It’ll never happen if my father has anything to say about it.
“I’m thrilled. Really.” I infuse my voice with excitement, hoping he can detect it. “Thank you so much for talking to him. I can’t wait to see where else I get in.”
“Does any other college matter? I thought Columbia was end game.”
I’m not about to list the colleges where I applied, the ones I really want to go to. He’ll call them up and get me in, or he’ll flat out tell me I can’t go to some of the locations. I can’t risk it.
“It’s smart to have options, Daddy.”
“You’re right. Options are always good to have. A backup plan.” I can envision him nodding his agreement.
“Can I talk to Mom?”
“Oh, I’m not with her. I’m currently in Boston, on business. I’ll head home Friday. You should call her. She probably misses you.”
“I was just with you guys this weekend.” I arrived on campus yesterday afternoon, after spending all of Thanksgiving break with my parents.
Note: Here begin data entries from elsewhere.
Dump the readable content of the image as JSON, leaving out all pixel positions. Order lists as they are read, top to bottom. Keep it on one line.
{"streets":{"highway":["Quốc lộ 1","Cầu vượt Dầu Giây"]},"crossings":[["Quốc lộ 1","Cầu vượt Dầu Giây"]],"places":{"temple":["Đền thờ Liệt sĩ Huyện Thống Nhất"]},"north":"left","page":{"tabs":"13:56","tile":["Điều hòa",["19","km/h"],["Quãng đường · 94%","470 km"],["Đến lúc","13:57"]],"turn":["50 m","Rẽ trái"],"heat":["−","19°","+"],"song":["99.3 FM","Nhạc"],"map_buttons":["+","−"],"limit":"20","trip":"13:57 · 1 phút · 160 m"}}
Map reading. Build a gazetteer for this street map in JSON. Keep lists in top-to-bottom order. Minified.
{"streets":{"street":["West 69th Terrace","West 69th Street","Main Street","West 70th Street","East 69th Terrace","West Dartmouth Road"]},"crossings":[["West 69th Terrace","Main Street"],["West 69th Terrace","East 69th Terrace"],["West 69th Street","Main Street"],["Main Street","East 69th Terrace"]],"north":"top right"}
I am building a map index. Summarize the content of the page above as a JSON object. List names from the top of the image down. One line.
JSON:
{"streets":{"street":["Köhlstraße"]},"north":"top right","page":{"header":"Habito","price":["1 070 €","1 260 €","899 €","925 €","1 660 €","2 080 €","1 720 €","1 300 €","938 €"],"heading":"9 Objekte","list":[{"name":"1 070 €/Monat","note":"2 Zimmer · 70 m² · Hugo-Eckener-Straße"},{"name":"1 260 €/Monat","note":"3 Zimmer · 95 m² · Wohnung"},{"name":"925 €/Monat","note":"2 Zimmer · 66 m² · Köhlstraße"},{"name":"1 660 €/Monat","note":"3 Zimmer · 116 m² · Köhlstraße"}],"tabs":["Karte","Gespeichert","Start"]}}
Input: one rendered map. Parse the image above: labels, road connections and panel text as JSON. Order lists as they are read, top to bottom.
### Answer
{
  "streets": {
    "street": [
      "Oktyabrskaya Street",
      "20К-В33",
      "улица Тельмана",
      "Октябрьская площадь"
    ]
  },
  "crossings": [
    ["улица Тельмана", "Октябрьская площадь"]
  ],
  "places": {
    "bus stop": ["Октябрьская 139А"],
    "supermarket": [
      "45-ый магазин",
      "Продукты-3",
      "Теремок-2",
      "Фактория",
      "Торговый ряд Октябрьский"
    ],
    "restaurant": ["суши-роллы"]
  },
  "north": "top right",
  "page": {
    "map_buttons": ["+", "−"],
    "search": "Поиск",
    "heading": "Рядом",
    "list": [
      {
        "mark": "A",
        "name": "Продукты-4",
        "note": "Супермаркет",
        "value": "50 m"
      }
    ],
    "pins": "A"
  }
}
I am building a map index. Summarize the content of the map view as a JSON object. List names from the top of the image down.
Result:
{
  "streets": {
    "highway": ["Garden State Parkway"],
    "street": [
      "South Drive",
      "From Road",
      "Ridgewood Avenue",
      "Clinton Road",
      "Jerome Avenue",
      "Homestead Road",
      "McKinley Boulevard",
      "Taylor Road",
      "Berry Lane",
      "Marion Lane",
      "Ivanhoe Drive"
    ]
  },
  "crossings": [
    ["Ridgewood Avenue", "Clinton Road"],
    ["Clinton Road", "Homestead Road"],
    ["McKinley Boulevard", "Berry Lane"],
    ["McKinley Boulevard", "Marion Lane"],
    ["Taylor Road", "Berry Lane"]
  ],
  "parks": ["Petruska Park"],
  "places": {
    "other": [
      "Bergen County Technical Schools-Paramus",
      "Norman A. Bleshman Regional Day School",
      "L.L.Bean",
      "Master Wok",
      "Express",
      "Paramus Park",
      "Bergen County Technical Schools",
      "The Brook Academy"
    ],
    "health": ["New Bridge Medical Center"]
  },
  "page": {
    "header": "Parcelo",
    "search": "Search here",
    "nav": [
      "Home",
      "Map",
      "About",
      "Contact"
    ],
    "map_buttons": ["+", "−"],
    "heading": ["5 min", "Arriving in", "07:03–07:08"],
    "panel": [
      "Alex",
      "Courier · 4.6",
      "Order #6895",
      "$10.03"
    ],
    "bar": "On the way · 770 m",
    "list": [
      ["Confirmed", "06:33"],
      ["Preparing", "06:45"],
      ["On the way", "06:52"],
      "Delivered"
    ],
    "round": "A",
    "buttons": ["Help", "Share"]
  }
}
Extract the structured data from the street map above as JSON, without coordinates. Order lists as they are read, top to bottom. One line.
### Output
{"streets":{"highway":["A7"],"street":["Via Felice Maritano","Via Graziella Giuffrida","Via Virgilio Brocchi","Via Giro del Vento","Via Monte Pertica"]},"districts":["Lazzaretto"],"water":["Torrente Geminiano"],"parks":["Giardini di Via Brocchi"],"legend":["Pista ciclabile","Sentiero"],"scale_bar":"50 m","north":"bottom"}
“We always miss you, darling. Especially your mother. You know how needy she gets.” I do. And she doesn’t necessarily need me—she needs him. Not that he notices. “How was school?”
I give him a brief rundown, careful not to mention anything about Crew or Fig and Maggie. This day has been unlike any other day I’ve had so far at Lancaster Prep.
And I’ve had a lot of days here. I didn’t expect my senior year to take such a dramatic turn, and so quickly. It’s all drama I’m not necessarily involved in too, which is odd.
I don’t usually find myself in the middle of drama.
We talk for a few minutes more before I hear a soft feminine voice say, “Harvey, let’s go.”
“I’ll talk to you later, darling. Just wanted to give you the good news. Make sure you tell all of your friends. Love you.” He ends the call before I can say goodbye.
I set my phone on my desk, staring at it. Who told my father it was time to go? A business associate? His assistant? I know he has a new one, though I don’t remember her name.
Or was it another woman?
He’s been known to cheat. Men as powerful as my father always seem to, which is disappointing. Maybe that’s why loyalty is so important to me. Maybe that’s why I’m afraid to get involved with any boy.
The boys never seem to stick around. And most of them can’t be faithful, like it’s in their DNA or something. They become so easily bored, so quickly. It’s as if once a girl gives it up to them, they’re ready to move on.
Look at Figueroa and Maggie. It’s obvious they’ve been involved for a while, which is almost too much for me to comprehend. He’s taking such a risk, getting involved with a student. The rumors have been rampant about him for years—even before I started attending Lancaster, but it’s never been officially confirmed.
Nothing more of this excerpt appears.